The CFPB under Chopra had yet to approve any new no-action letters, so the reorganization of the office did not come as a total surprise. It also comes as the CFPB has pushed to expand its oversight authority over non-bank institutions and demanded banks and lenders explain their algorithms, showing the agency now aims to take a more aggressive stance toward the industry.
The announcement did open the door for companies working to improve access to banking options. "We will be looking at ways to clear obstacles and pave the path to help people have more options and more easily make choices that are best for their needs,” Chopra said in a statement. President Biden ordered the agency last summer to kickstart open banking by creating rules that make it easier for consumers to access their data.
"I do not think the current CFPB leadership is anti-fintech," said Dan Quan, a venture capital investor and former director of Project Catalyst at the CFPB, a precursor to the innovation office. "Innovation plays an important role in competition, which is central to their current agenda. The rebranding of this office simply means they will take a different approach from the previous administration when it comes to promoting innovation."

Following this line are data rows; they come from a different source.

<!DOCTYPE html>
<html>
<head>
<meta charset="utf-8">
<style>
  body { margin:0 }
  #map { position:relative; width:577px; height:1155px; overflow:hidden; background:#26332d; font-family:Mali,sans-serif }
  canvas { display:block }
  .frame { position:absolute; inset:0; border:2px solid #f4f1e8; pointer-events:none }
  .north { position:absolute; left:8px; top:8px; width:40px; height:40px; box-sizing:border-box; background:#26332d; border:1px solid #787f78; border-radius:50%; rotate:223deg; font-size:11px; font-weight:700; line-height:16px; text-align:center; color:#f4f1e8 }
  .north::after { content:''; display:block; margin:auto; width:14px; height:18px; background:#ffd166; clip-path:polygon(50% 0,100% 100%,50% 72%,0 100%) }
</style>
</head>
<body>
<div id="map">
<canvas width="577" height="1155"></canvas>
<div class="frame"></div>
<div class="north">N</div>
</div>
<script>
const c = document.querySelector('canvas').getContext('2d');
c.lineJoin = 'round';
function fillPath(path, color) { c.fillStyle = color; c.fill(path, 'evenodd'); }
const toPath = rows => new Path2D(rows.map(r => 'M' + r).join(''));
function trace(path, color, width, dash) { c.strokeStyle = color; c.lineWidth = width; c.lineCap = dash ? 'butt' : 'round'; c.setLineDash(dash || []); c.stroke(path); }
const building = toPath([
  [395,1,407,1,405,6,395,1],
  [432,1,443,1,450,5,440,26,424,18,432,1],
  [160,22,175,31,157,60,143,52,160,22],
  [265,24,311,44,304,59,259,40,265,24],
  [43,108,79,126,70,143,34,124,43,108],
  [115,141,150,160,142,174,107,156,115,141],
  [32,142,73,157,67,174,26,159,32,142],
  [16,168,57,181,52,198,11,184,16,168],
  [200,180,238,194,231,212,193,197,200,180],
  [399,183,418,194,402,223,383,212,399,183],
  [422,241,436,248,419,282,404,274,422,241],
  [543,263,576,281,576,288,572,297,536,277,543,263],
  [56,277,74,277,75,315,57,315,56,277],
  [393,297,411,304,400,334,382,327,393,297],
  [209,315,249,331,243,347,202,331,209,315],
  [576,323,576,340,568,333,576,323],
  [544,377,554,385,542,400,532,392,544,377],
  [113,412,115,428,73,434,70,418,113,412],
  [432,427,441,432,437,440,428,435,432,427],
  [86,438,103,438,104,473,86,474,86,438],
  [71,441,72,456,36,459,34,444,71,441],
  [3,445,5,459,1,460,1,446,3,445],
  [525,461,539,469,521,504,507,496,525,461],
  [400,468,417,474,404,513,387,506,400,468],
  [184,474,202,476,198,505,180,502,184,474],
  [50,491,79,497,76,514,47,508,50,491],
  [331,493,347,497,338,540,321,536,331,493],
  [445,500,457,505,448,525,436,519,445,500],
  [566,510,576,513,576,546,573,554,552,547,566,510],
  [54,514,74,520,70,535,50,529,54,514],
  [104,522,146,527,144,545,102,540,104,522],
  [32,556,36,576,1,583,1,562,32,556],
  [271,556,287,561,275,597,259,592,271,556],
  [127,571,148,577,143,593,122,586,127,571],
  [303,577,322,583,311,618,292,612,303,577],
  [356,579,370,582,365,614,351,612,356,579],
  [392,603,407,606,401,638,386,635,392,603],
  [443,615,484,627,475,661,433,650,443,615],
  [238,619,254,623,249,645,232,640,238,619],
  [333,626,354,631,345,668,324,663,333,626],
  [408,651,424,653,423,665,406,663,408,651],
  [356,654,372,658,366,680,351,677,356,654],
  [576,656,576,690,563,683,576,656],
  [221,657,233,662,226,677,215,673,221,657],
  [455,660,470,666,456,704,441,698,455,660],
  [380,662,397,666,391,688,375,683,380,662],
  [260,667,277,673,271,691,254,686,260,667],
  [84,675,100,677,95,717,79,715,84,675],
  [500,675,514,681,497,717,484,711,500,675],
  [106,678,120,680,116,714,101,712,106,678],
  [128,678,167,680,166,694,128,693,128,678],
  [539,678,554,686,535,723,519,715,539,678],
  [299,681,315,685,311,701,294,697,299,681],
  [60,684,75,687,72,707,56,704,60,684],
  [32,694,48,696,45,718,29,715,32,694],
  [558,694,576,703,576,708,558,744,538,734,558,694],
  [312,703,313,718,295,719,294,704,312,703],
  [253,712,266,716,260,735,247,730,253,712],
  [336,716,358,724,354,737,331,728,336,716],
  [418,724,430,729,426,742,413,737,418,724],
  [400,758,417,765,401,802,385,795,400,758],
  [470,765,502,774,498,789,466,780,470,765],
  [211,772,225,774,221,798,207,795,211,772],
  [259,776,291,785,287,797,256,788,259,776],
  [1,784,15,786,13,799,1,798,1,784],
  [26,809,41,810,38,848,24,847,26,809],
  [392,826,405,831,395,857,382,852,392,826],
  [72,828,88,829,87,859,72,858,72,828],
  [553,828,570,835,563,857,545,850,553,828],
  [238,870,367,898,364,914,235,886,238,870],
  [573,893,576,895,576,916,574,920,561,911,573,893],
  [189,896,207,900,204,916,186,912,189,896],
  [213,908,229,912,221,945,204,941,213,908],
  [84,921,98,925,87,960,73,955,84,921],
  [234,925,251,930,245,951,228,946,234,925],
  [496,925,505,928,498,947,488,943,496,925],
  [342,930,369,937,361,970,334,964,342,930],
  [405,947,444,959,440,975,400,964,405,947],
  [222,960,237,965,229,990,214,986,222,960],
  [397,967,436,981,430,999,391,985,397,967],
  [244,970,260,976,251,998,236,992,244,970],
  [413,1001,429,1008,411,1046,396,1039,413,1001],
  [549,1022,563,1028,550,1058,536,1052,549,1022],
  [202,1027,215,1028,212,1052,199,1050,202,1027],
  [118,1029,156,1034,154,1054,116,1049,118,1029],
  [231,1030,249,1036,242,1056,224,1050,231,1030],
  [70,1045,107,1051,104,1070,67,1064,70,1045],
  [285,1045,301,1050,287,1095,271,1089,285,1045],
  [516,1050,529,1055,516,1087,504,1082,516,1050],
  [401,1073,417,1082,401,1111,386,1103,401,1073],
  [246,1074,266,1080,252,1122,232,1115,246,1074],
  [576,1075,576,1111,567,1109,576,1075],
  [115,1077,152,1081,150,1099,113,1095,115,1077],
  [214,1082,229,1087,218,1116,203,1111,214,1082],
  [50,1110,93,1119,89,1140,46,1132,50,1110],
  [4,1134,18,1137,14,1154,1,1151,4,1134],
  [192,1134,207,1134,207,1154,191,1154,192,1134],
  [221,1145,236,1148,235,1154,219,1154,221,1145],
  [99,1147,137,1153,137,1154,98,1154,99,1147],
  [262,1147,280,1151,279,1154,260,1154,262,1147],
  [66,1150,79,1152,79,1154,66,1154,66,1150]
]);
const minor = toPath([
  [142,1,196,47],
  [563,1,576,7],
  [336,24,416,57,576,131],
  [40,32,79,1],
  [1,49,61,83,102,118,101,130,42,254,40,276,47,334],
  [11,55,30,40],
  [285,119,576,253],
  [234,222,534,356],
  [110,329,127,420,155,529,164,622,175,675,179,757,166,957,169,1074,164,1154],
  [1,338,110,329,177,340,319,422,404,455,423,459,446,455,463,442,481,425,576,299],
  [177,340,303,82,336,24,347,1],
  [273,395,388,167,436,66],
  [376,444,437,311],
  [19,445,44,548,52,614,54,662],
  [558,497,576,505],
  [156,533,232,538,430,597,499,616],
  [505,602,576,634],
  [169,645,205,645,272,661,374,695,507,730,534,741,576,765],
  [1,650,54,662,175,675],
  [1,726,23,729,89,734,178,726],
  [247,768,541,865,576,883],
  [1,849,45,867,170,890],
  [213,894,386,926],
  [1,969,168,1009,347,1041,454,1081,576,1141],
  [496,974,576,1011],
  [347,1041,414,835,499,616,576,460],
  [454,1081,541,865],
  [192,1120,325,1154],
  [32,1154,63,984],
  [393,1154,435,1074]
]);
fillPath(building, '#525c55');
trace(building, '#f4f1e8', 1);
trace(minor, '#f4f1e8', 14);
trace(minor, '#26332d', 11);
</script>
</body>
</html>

While the announcement did not say that the sandbox program will be shut down entirely, the CFPB's emphasis is now on rule-making petitions for companies that seek regulatory clarity on a product. That would allow for greater protections, as any rules would apply to the industry as a whole and be harder to revoke. But, as one legal analysis noted, there has been just one granted rule-making petition in the CFPB's nearly 11-year history.
So far, fintechs are taking a wait-and-see approach to the reorganized innovation office.
“Competition from financial technology companies drives lower costs, better services and more consumer choice," said Penny Lee, chief executive officer of the Financial Technology Association. "We look forward to working closely with the bureau to continue encouraging consumer-friendly competition and innovation."